- _About this task_
The first line of the entries below, the line containing "position:absolute; translate:-50% -33px;", and every line between them should be repeated exactly, and nothing else.

- _Exercise data_
◇ ◇ ◇

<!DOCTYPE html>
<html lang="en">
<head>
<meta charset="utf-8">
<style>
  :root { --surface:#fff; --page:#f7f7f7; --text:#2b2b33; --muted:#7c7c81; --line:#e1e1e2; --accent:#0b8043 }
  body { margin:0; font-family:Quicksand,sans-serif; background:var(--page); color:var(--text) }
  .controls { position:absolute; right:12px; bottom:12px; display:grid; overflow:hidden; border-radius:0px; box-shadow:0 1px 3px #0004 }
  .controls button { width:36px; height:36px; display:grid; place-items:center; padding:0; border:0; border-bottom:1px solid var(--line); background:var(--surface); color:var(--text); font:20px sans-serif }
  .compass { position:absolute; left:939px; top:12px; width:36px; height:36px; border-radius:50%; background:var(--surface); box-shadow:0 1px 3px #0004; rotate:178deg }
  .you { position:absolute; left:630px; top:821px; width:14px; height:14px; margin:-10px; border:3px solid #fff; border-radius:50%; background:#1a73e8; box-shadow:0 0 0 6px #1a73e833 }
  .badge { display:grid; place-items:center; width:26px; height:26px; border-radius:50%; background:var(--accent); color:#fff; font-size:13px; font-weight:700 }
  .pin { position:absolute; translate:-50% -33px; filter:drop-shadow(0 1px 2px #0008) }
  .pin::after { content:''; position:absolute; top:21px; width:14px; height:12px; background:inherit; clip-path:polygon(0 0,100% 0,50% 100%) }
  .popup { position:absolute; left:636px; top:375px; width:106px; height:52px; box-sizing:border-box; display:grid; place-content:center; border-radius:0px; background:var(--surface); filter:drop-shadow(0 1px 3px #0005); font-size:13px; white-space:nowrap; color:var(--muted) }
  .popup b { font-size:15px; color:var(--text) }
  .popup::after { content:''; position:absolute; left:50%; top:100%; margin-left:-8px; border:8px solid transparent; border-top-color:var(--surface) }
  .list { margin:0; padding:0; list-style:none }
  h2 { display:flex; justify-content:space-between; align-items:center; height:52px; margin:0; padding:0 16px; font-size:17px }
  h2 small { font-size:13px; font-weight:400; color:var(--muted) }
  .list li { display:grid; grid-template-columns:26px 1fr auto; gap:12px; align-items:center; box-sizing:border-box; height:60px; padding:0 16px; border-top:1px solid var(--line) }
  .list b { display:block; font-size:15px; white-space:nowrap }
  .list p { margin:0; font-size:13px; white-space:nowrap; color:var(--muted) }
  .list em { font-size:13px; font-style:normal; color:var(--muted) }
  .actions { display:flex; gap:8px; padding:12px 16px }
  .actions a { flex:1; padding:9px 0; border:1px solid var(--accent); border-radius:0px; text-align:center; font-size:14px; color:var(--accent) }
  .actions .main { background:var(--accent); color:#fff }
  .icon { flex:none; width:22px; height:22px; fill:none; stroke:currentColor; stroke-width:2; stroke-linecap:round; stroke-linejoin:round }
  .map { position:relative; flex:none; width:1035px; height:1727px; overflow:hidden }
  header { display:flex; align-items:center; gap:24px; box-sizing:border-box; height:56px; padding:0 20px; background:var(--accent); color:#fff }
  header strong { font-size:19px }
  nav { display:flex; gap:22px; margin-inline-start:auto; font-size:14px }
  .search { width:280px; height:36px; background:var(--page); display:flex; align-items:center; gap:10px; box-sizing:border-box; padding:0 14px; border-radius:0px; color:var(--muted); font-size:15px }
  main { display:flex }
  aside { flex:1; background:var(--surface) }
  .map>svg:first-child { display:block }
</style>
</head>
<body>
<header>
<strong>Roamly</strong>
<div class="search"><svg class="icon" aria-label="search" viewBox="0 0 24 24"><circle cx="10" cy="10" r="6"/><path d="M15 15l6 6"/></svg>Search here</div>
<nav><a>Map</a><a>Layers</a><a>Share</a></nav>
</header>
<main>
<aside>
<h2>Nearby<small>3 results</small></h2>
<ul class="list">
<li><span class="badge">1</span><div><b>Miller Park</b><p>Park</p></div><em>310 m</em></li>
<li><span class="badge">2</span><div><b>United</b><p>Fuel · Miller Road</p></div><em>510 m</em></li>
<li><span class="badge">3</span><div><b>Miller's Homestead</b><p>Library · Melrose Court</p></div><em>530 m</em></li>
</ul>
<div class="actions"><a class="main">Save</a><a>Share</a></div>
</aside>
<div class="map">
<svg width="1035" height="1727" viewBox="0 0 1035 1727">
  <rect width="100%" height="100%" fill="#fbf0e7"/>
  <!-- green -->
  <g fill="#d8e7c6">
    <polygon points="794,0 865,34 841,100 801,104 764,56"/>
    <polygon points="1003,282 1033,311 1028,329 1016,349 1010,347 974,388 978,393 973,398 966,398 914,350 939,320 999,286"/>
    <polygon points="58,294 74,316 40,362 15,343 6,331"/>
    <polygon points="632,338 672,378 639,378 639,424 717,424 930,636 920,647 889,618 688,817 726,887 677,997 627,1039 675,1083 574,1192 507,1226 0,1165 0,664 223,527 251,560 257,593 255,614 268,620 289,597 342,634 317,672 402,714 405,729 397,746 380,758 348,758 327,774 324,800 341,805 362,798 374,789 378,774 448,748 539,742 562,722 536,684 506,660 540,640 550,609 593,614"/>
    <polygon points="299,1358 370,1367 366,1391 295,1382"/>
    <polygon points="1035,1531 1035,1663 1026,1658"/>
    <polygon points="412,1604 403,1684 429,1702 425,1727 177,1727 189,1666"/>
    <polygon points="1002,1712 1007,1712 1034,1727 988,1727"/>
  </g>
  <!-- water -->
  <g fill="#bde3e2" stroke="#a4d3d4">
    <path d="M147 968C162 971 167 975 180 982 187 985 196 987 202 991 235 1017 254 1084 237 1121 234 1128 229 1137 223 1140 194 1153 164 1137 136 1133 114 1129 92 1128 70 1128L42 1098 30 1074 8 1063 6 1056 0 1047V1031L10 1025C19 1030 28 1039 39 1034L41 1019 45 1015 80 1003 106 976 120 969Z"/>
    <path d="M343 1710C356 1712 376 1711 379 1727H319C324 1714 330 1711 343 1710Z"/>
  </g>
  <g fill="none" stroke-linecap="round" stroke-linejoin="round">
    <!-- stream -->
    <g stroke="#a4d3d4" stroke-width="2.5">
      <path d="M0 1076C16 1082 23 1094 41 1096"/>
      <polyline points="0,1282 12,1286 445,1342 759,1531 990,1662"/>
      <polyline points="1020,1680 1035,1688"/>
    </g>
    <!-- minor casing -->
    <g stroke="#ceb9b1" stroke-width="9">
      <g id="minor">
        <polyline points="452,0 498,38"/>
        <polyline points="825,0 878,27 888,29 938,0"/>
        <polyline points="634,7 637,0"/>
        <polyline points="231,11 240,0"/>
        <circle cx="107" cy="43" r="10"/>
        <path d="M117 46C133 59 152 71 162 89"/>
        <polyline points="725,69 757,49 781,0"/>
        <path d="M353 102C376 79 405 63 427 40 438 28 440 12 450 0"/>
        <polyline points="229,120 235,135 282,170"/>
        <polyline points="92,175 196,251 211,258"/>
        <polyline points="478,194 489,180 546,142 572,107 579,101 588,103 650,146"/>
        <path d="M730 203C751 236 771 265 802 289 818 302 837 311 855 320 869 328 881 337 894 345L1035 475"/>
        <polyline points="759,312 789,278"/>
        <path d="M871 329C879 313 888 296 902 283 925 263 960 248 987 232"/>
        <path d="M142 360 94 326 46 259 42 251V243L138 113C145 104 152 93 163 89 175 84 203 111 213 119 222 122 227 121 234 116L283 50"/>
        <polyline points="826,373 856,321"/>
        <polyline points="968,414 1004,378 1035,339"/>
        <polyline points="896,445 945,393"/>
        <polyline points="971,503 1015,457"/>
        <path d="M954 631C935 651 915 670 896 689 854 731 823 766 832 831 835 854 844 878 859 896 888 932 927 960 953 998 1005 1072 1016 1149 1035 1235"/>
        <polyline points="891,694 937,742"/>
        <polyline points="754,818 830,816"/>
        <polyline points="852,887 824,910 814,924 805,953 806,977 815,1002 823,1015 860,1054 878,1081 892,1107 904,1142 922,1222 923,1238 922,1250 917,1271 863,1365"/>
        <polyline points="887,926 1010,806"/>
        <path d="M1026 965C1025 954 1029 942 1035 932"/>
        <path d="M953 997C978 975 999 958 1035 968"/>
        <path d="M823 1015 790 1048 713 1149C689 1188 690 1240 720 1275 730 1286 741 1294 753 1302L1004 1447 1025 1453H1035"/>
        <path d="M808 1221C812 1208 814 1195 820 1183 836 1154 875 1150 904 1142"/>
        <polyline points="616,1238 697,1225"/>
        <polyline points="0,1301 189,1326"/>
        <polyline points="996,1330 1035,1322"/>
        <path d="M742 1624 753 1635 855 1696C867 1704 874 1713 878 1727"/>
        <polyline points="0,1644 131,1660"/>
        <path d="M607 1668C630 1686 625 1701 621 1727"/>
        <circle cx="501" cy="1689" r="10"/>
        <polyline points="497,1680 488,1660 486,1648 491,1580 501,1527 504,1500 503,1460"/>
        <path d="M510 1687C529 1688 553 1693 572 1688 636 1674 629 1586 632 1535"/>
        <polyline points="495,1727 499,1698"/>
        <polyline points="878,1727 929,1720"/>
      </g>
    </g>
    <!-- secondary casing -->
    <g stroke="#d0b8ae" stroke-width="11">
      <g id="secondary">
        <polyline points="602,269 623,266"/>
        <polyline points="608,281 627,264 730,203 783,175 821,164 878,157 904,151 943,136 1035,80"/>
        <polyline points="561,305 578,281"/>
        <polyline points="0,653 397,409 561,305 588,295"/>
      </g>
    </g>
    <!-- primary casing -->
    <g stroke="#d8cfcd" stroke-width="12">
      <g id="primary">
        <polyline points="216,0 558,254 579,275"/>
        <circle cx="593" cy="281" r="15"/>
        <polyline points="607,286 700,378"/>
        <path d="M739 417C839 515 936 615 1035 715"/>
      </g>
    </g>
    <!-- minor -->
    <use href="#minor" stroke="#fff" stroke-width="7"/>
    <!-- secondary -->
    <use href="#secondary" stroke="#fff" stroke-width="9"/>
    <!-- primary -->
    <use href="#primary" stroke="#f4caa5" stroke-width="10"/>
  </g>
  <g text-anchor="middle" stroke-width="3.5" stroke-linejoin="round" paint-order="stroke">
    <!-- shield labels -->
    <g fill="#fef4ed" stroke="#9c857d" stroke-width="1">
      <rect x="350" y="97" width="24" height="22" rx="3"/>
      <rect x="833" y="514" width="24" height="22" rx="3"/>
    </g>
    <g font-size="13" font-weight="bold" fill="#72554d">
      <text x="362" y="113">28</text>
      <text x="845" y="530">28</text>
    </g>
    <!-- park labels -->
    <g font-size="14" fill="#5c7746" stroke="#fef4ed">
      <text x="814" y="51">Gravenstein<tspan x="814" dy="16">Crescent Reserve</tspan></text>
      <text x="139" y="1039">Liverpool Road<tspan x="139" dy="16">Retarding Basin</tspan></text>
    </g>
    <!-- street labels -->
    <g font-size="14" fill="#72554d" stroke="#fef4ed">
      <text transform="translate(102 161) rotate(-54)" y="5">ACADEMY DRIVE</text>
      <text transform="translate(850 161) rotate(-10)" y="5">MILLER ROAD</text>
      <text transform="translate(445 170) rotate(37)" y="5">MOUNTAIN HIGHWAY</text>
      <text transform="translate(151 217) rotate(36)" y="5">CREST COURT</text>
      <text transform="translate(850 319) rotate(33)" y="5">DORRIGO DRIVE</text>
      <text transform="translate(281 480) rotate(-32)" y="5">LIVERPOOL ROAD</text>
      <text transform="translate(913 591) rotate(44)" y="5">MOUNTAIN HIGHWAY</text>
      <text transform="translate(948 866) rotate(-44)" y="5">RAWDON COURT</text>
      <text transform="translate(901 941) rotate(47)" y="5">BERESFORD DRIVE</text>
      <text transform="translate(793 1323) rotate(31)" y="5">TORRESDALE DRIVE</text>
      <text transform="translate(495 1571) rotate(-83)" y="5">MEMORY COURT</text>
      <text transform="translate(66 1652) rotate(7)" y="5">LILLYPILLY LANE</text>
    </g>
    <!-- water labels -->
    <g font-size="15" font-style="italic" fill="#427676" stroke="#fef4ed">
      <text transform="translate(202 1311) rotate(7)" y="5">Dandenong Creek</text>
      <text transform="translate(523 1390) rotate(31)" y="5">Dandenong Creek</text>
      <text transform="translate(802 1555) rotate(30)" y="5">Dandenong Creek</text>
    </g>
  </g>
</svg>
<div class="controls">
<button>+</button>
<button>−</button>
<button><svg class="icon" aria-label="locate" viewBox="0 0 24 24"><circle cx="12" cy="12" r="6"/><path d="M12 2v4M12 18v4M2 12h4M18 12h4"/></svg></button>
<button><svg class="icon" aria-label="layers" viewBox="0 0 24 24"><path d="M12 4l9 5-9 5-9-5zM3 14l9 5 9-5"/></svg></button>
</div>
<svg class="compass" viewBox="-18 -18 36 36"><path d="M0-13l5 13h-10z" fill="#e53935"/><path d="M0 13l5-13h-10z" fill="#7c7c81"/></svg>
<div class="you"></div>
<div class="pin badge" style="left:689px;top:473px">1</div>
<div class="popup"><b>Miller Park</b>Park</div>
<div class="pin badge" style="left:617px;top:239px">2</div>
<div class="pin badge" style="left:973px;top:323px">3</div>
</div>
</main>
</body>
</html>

◇ ◇ ◇

- _Worked solution_
<!DOCTYPE html>
<html lang="en">
<head>
<meta charset="utf-8">
<style>
  :root { --surface:#fff; --page:#f7f7f7; --text:#2b2b33; --muted:#7c7c81; --line:#e1e1e2; --accent:#0b8043 }
  body { margin:0; font-family:Quicksand,sans-serif; background:var(--page); color:var(--text) }
  .controls { position:absolute; right:12px; bottom:12px; display:grid; overflow:hidden; border-radius:0px; box-shadow:0 1px 3px #0004 }
  .controls button { width:36px; height:36px; display:grid; place-items:center; padding:0; border:0; border-bottom:1px solid var(--line); background:var(--surface); color:var(--text); font:20px sans-serif }
  .compass { position:absolute; left:939px; top:12px; width:36px; height:36px; border-radius:50%; background:var(--surface); box-shadow:0 1px 3px #0004; rotate:178deg }
  .you { position:absolute; left:630px; top:821px; width:14px; height:14px; margin:-10px; border:3px solid #fff; border-radius:50%; background:#1a73e8; box-shadow:0 0 0 6px #1a73e833 }
  .badge { display:grid; place-items:center; width:26px; height:26px; border-radius:50%; background:var(--accent); color:#fff; font-size:13px; font-weight:700 }
  .pin { position:absolute; translate:-50% -33px; filter:drop-shadow(0 1px 2px #0008) }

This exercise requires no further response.